• La Chine est le premier producteur mondial de gaz à effets de serre avec plus de 10 milliards de tonnes de CO2 émises en 2018, correspondant à presque 30 % des GES émis à l’échelle mondiale. Son mix national reposait en 2018 à 73 % sur le charbon pour sa production d’énergie, faisant du pays l’un des moins avancés pour atteindre la neutralité carbone. En juillet dernier, la Chine lançait son premier système d’échange de quotas d’émissions de CO2, laissant présager l’amorce d’un changement dans la stratégie énergétique chinoise, conformément aux objectifs fixés dans le quatorzième plan quinquennal.
  • Pékin s’est fixé l’objectif de réduire de 65 % ses émissions de gaz à effet de serre d’ici 2030, devant les 55 % de l’Union européenne à la même échéance fixés par le plan Fit for 55, et souhaite atteindre la neutralité carbone avant 2060. Cependant, si la Chine est un pollueur important à l’intérieur de ses frontières, elle contribue également à la pollution à l’échelle globale en construisant ainsi qu’en finançant la construction de centrales à charbon à l’étranger.
  • Dans le premier numéro de la nouvelle revue du Groupe d’études géopolitiques, GREEN, Han Chen et Cecilia Springer observent que « la répartition régionale des investissements chinois dans des centrales électriques à l’étranger ne présente pas de logique apparente, et est très inégale. Les différents types de combustibles et leurs proportions varient également selon les régions »1. Devant les investissements directs à l’étranger (IDE), ce sont les « Ingénierie, Approvisionnement et Construction » (IAC) qui incarnent le plus l’implication chinoise dans la production d’électricité à l’étranger.
  • La majorité des investissements et contrats chinois visant à construire des centrales à charbon à l’étranger concernent des pays asiatiques du Sud-Est et du Sud, pour la plupart traversés par les Nouvelles routes de la soie. L’Inde figure à la tête de ce classement avec un total de 49 gigawatts (GW) de centrales charbon associées à des entrepreneurs de construction chinois, sur un total de 150 GW identifiés.

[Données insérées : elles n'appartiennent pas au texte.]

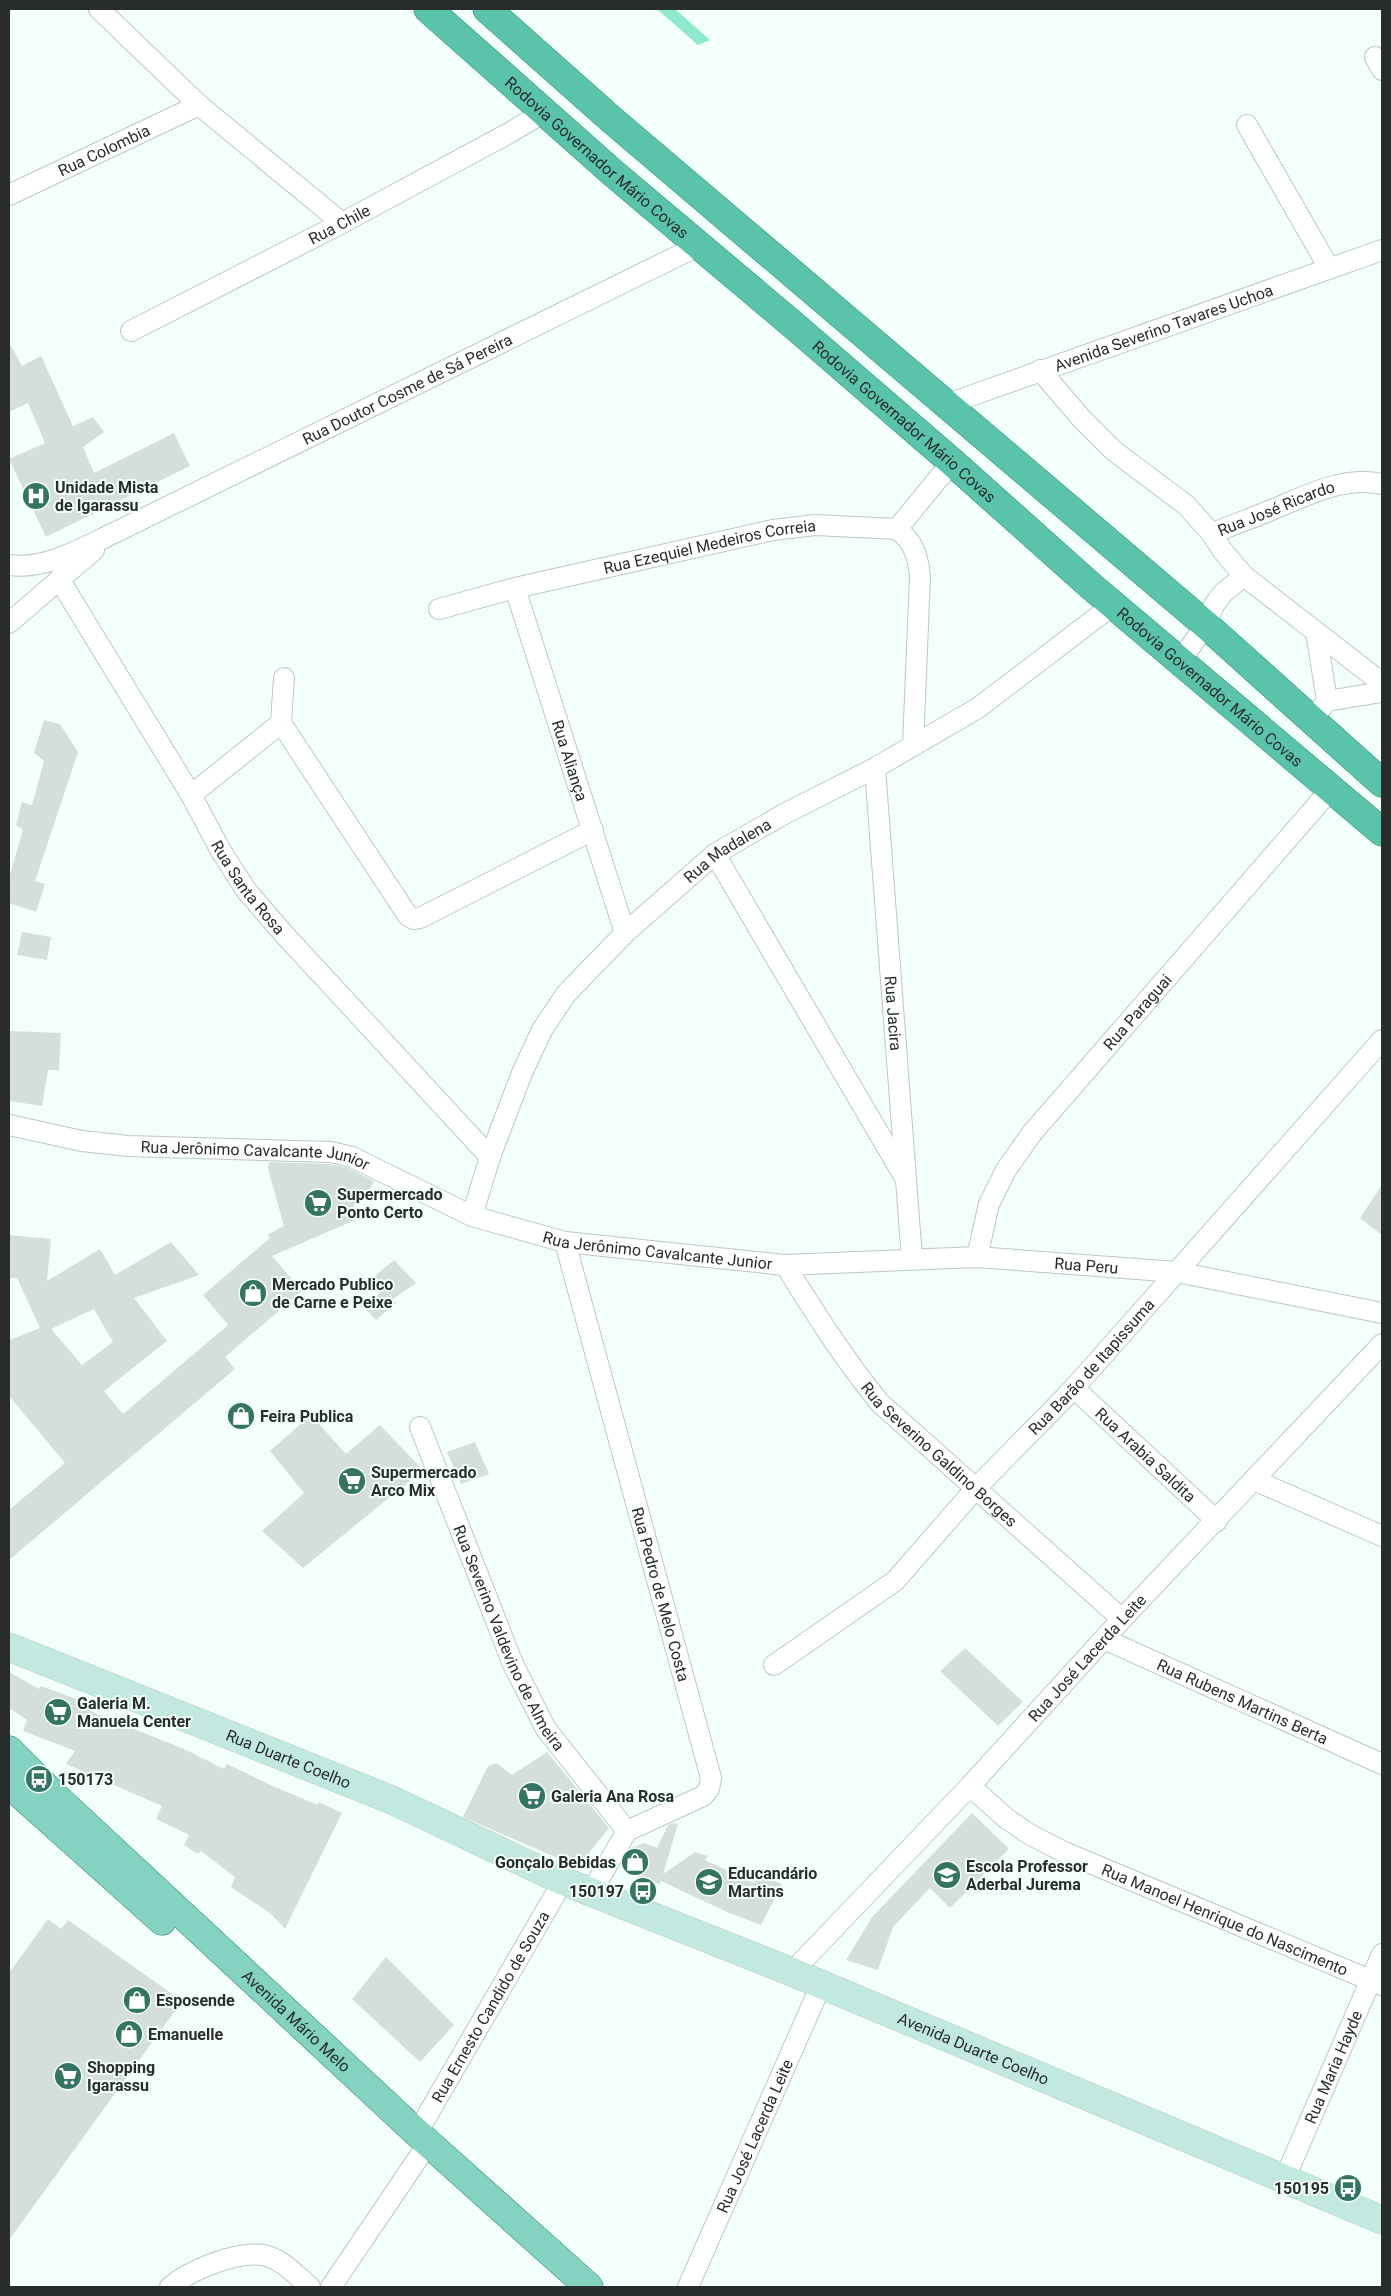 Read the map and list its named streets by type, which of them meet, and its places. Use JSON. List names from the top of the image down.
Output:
{
  "streets": {
    "highway": ["Rodovia Governador Mário Covas"],
    "main road": ["Rua Duarte Coelho", "Avenida Mário Melo", "Avenida Duarte Coelho"],
    "street": [
      "Rua Colombia",
      "Rua Chile",
      "Avenida Severino Tavares Uchoa",
      "Rua Doutor Cosme de Sá Pereira",
      "Rua José Ricardo",
      "Rua Ezequiel Medeiros Correia",
      "Rua Aliança",
      "Rua Madalena",
      "Rua Santa Rosa",
      "Rua Jacira",
      "Rua Paraguai",
      "Rua Jerônimo Cavalcante Junior",
      "Rua Peru",
      "Rua Barão de Itapissuma",
      "Rua Severino Galdino Borges",
      "Rua Arabia Saldita",
      "Rua Pedro de Melo Costa",
      "Rua Severino Valdevino de Almeira",
      "Rua José Lacerda Leite",
      "Rua Rubens Martins Berta",
      "Rua Manoel Henrique do Nascimento",
      "Rua Ernesto Candido de Souza",
      "Rua Maria Hayde"
    ]
  },
  "crossings": [
    ["Rodovia Governador Mário Covas", "Rua Chile"],
    ["Rodovia Governador Mário Covas", "Rua Doutor Cosme de Sá Pereira"],
    ["Rodovia Governador Mário Covas", "Rua Madalena"],
    ["Rodovia Governador Mário Covas", "Rua Paraguai"],
    ["Rua Ezequiel Medeiros Correia", "Rua Aliança"],
    ["Rua Aliança", "Rua Madalena"],
    ["Rua Madalena", "Rua Santa Rosa"],
    ["Rua Madalena", "Rua Jacira"],
    ["Rua Madalena", "Rua Jerônimo Cavalcante Junior"],
    ["Rua Jacira", "Rua Peru"],
    ["Rua Paraguai", "Rua Peru"],
    ["Rua Jerônimo Cavalcante Junior", "Rua Peru"],
    ["Rua Jerônimo Cavalcante Junior", "Rua Severino Galdino Borges"],
    ["Rua Jerônimo Cavalcante Junior", "Rua Pedro de Melo Costa"],
    ["Rua Peru", "Rua Barão de Itapissuma"],
    ["Rua Peru", "Rua Severino Galdino Borges"],
    ["Rua Barão de Itapissuma", "Rua Severino Galdino Borges"],
    ["Rua Barão de Itapissuma", "Rua Arabia Saldita"],
    ["Rua Severino Galdino Borges", "Rua José Lacerda Leite"],
    ["Rua Arabia Saldita", "Rua José Lacerda Leite"],
    ["Rua Pedro de Melo Costa", "Rua Severino Valdevino de Almeira"],
    ["Rua José Lacerda Leite", "Rua Rubens Martins Berta"],
    ["Rua José Lacerda Leite", "Rua Manoel Henrique do Nascimento"],
    ["Rua José Lacerda Leite", "Avenida Duarte Coelho"],
    ["Rua Duarte Coelho", "Rua Ernesto Candido de Souza"],
    ["Rua Duarte Coelho", "Avenida Duarte Coelho"],
    ["Rua Manoel Henrique do Nascimento", "Rua Maria Hayde"],
    ["Rua Ernesto Candido de Souza", "Avenida Mário Melo"],
    ["Rua Ernesto Candido de Souza", "Avenida Duarte Coelho"],
    ["Avenida Duarte Coelho", "Rua Maria Hayde"]
  ],
  "places": {
    "hospital": ["Unidade Mista de Igarassu"],
    "supermarket": [
      "Supermercado Ponto Certo",
      "Supermercado Arco Mix",
      "Galeria M. Manuela Center",
      "Galeria Ana Rosa",
      "Shopping Igarassu"
    ],
    "shop": [
      "Mercado Publico de Carne e Peixe",
      "Feira Publica",
      "Gonçalo Bebidas",
      "Esposende",
      "Emanuelle"
    ],
    "bus stop": ["150173", "150197", "150195"],
    "school or university": ["Escola Professor Aderbal Jurema", "Educandário Martins"]
  }
} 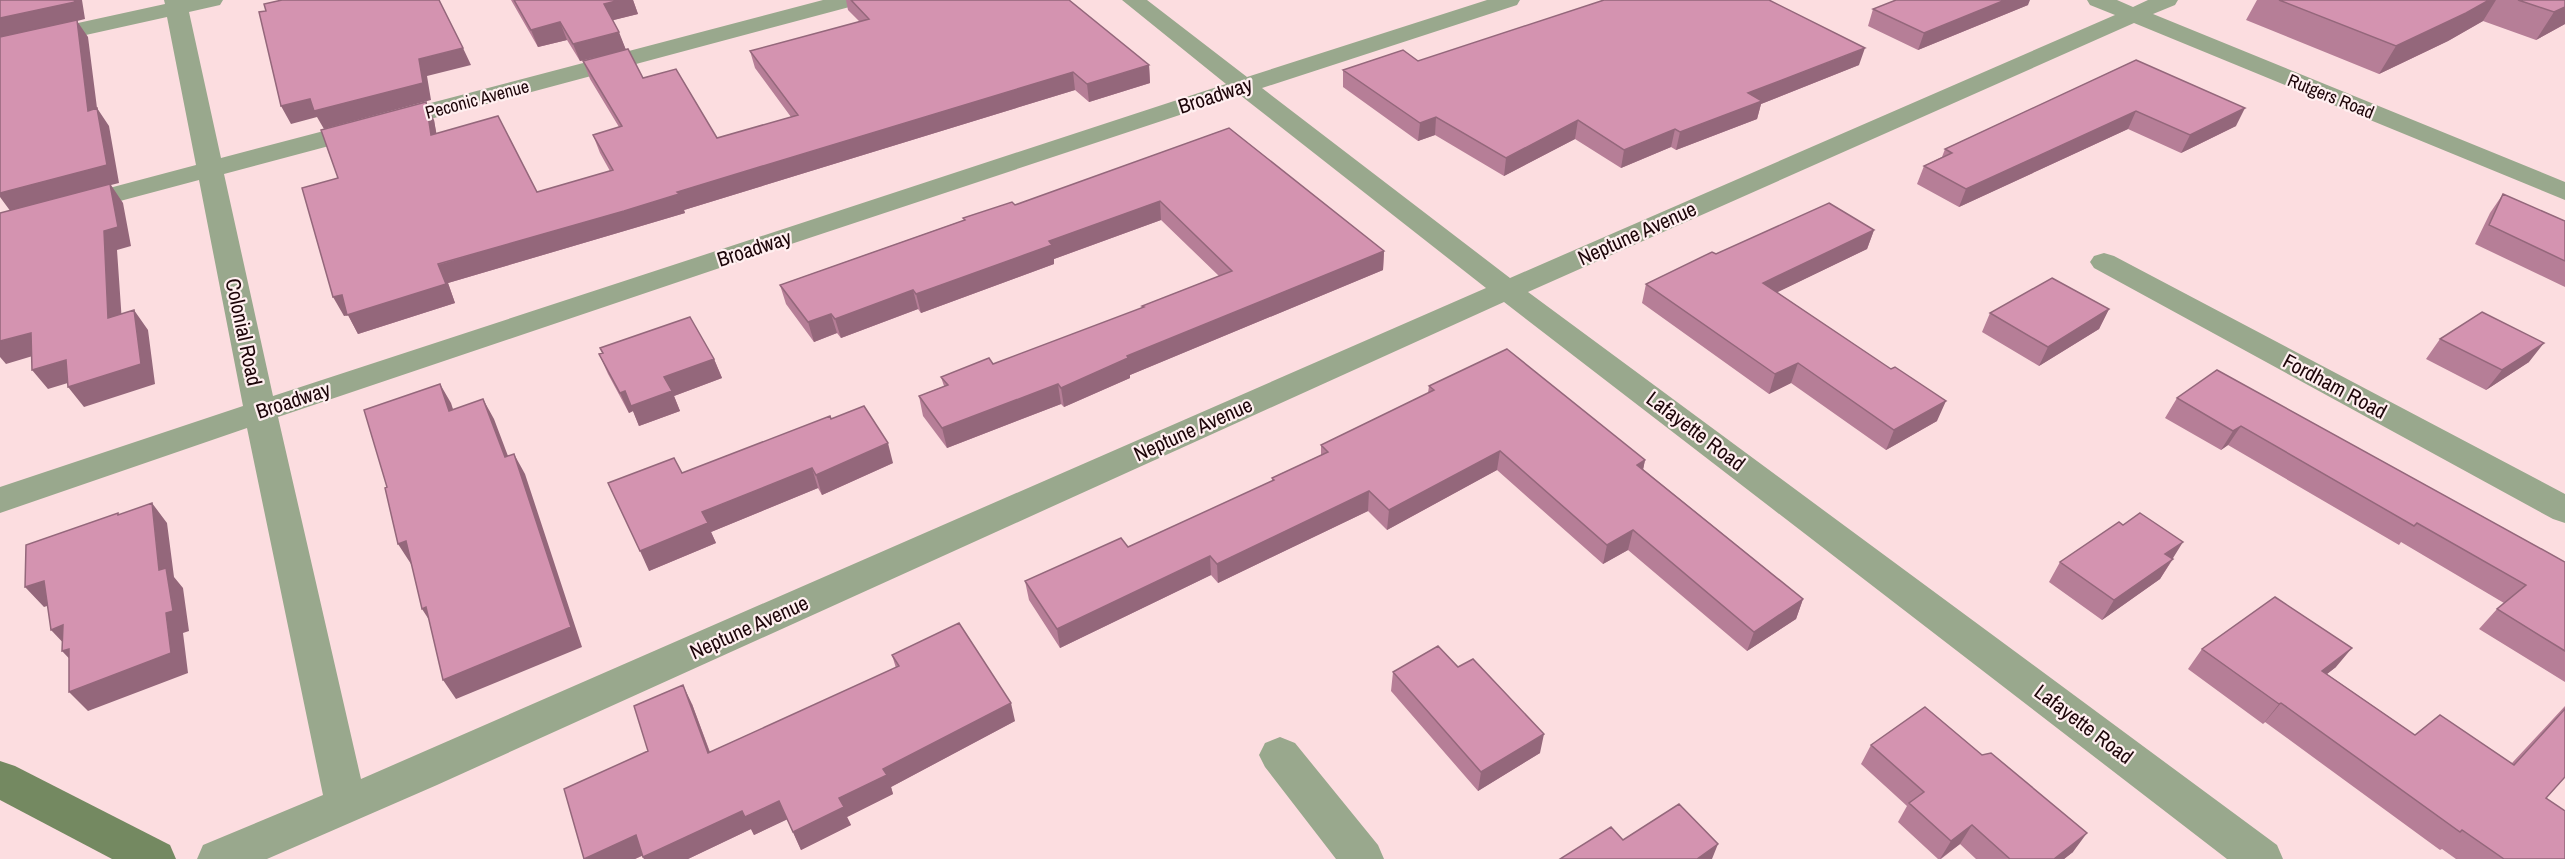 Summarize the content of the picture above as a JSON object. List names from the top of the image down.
{
  "streets": {
    "street": [
      "Broadway",
      "Rutgers Road",
      "Peconic Avenue",
      "Neptune Avenue",
      "Colonial Road",
      "Fordham Road",
      "Lafayette Road"
    ]
  },
  "crossings": [
    ["Broadway", "Colonial Road"],
    ["Broadway", "Lafayette Road"],
    ["Rutgers Road", "Neptune Avenue"],
    ["Peconic Avenue", "Colonial Road"],
    ["Neptune Avenue", "Colonial Road"],
    ["Neptune Avenue", "Lafayette Road"]
  ]
}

  • La carte des centrales de production d’électricité financées par la Chine à l’échelle mondiale montre qu’au-delà de la place prépondérante de l’Inde, les centrales en projet ou opérationnelles s’étendent bien au-delà des Nouvelles routes de la soie, ou de la zone d’influence régionale chinoise. Depuis le début du siècle, la Chine a su s’imposer comme un acteur incontournable pour permettre à certains pays en développement, comme le Myanmar ou le Cambodge, de fournir de l’électricité à leurs populations en proposant des solutions de financement ainsi que des aides au développement.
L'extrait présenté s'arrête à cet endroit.